>>>

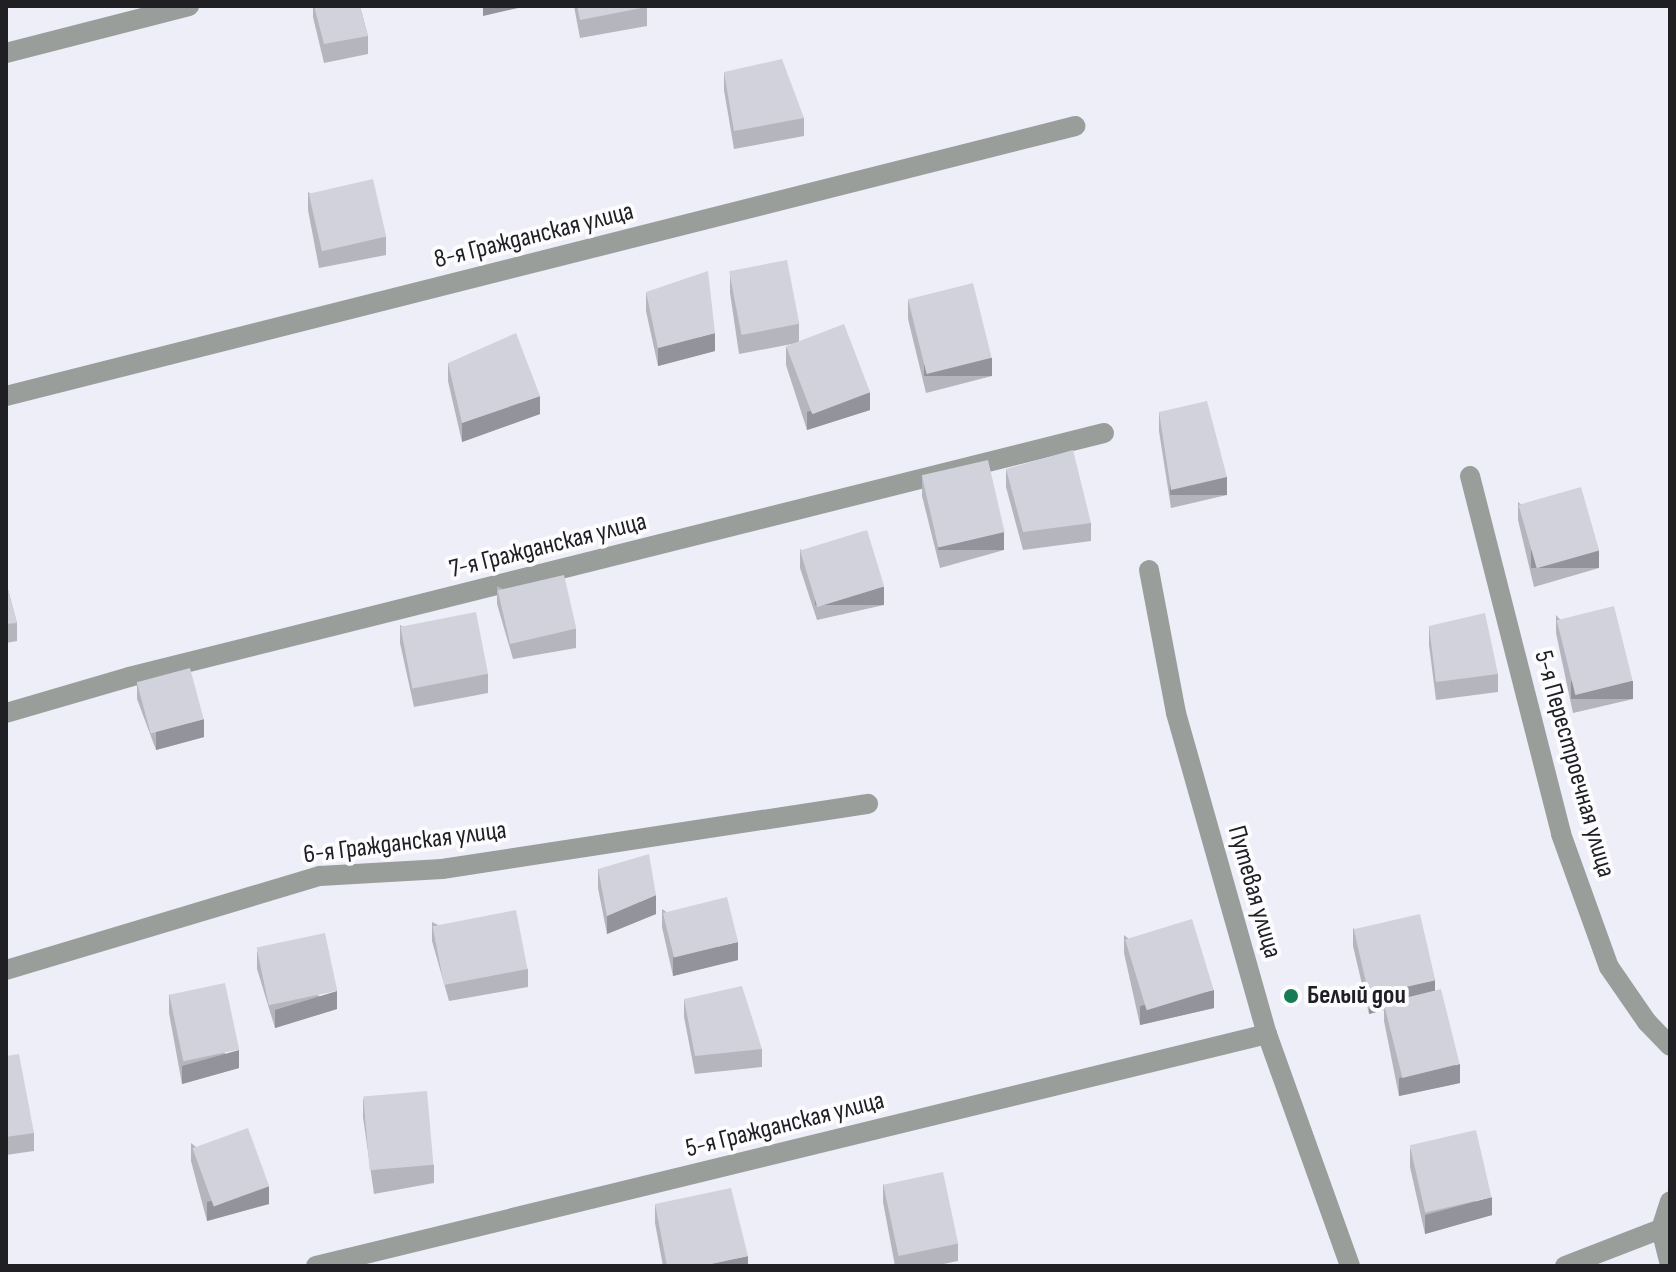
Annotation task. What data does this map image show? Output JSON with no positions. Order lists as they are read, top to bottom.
{
  "streets": {
    "street": [
      "8-я Гражданская улица",
      "7-я Гражданская улица",
      "5-я Перестроечная улица",
      "6-я Гражданская улица",
      "Путевая улица",
      "5-я Гражданская улица"
    ]
  },
  "crossings": [
    ["Путевая улица", "5-я Гражданская улица"]
  ],
  "places": ["Белый дои"]
}
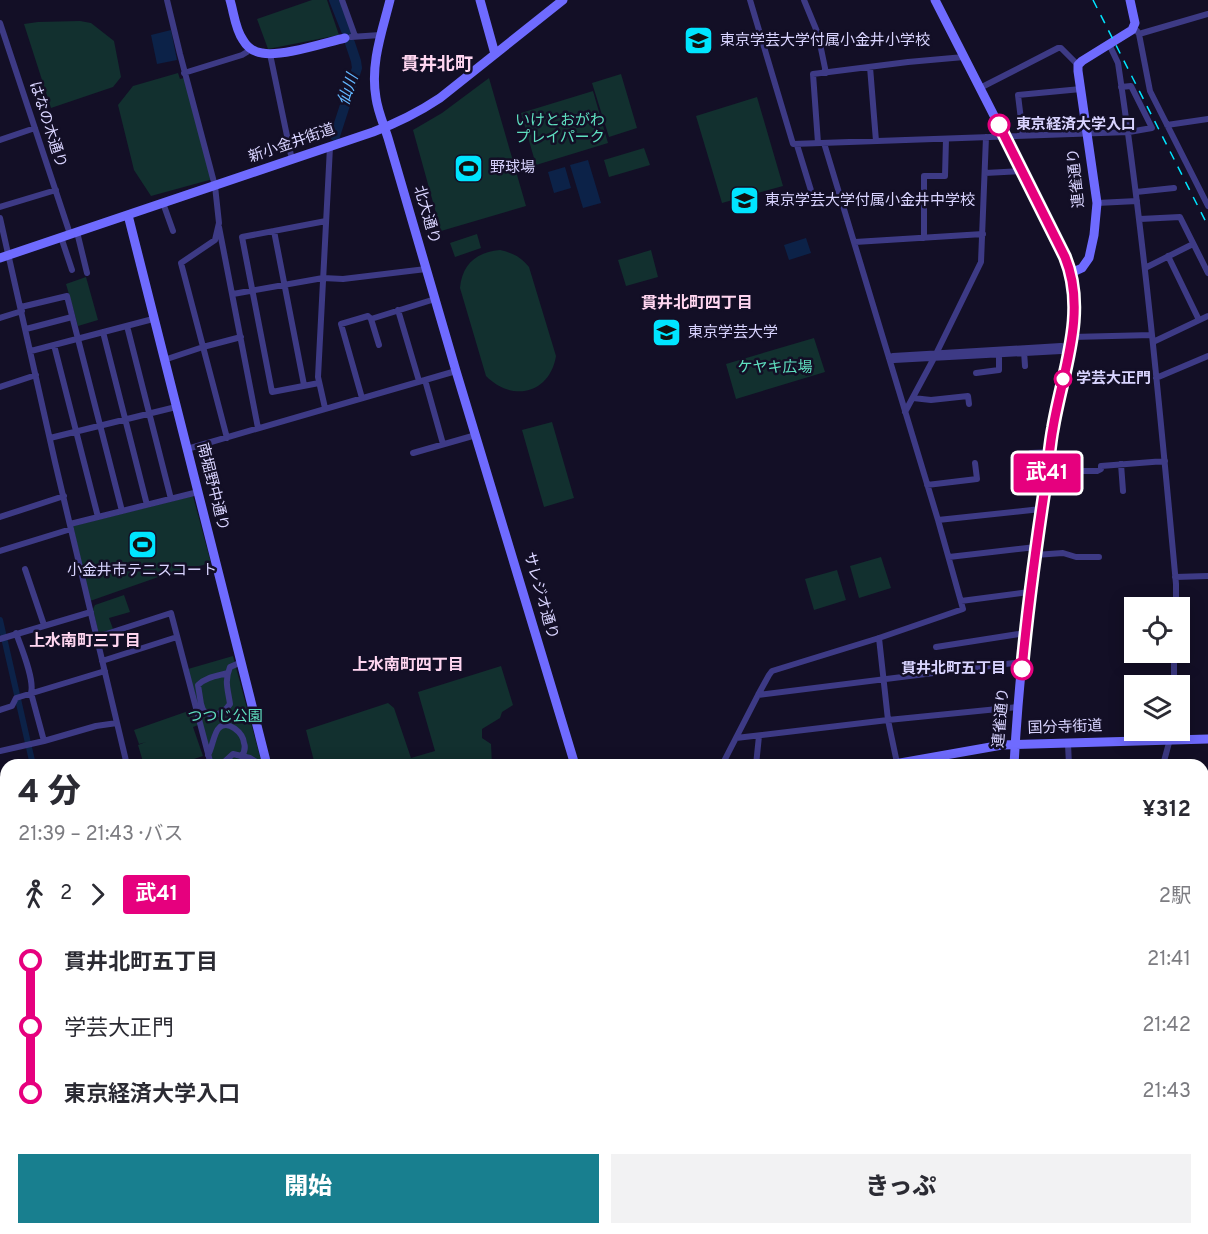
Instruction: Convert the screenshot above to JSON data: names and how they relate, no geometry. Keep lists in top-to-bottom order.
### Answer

<<<

--- ACTIVITY ---
Write out the whole listing exactly, with no pictures.

--- RESULT BELOW ---
Annotation task. What data does this map image show? Output JSON with no positions. Order lists as they are read, top to bottom.
{
  "streets": {
    "street": [
      "8-я Гражданская улица",
      "7-я Гражданская улица",
      "5-я Перестроечная улица",
      "6-я Гражданская улица",
      "Путевая улица",
      "5-я Гражданская улица"
    ]
  },
  "crossings": [
    ["Путевая улица", "5-я Гражданская улица"]
  ],
  "places": ["Белый дои"]
}
Instruction: Convert the screenshot above to JSON data: names and how they relate, no geometry. Keep lists in top-to-bottom order.
### Answer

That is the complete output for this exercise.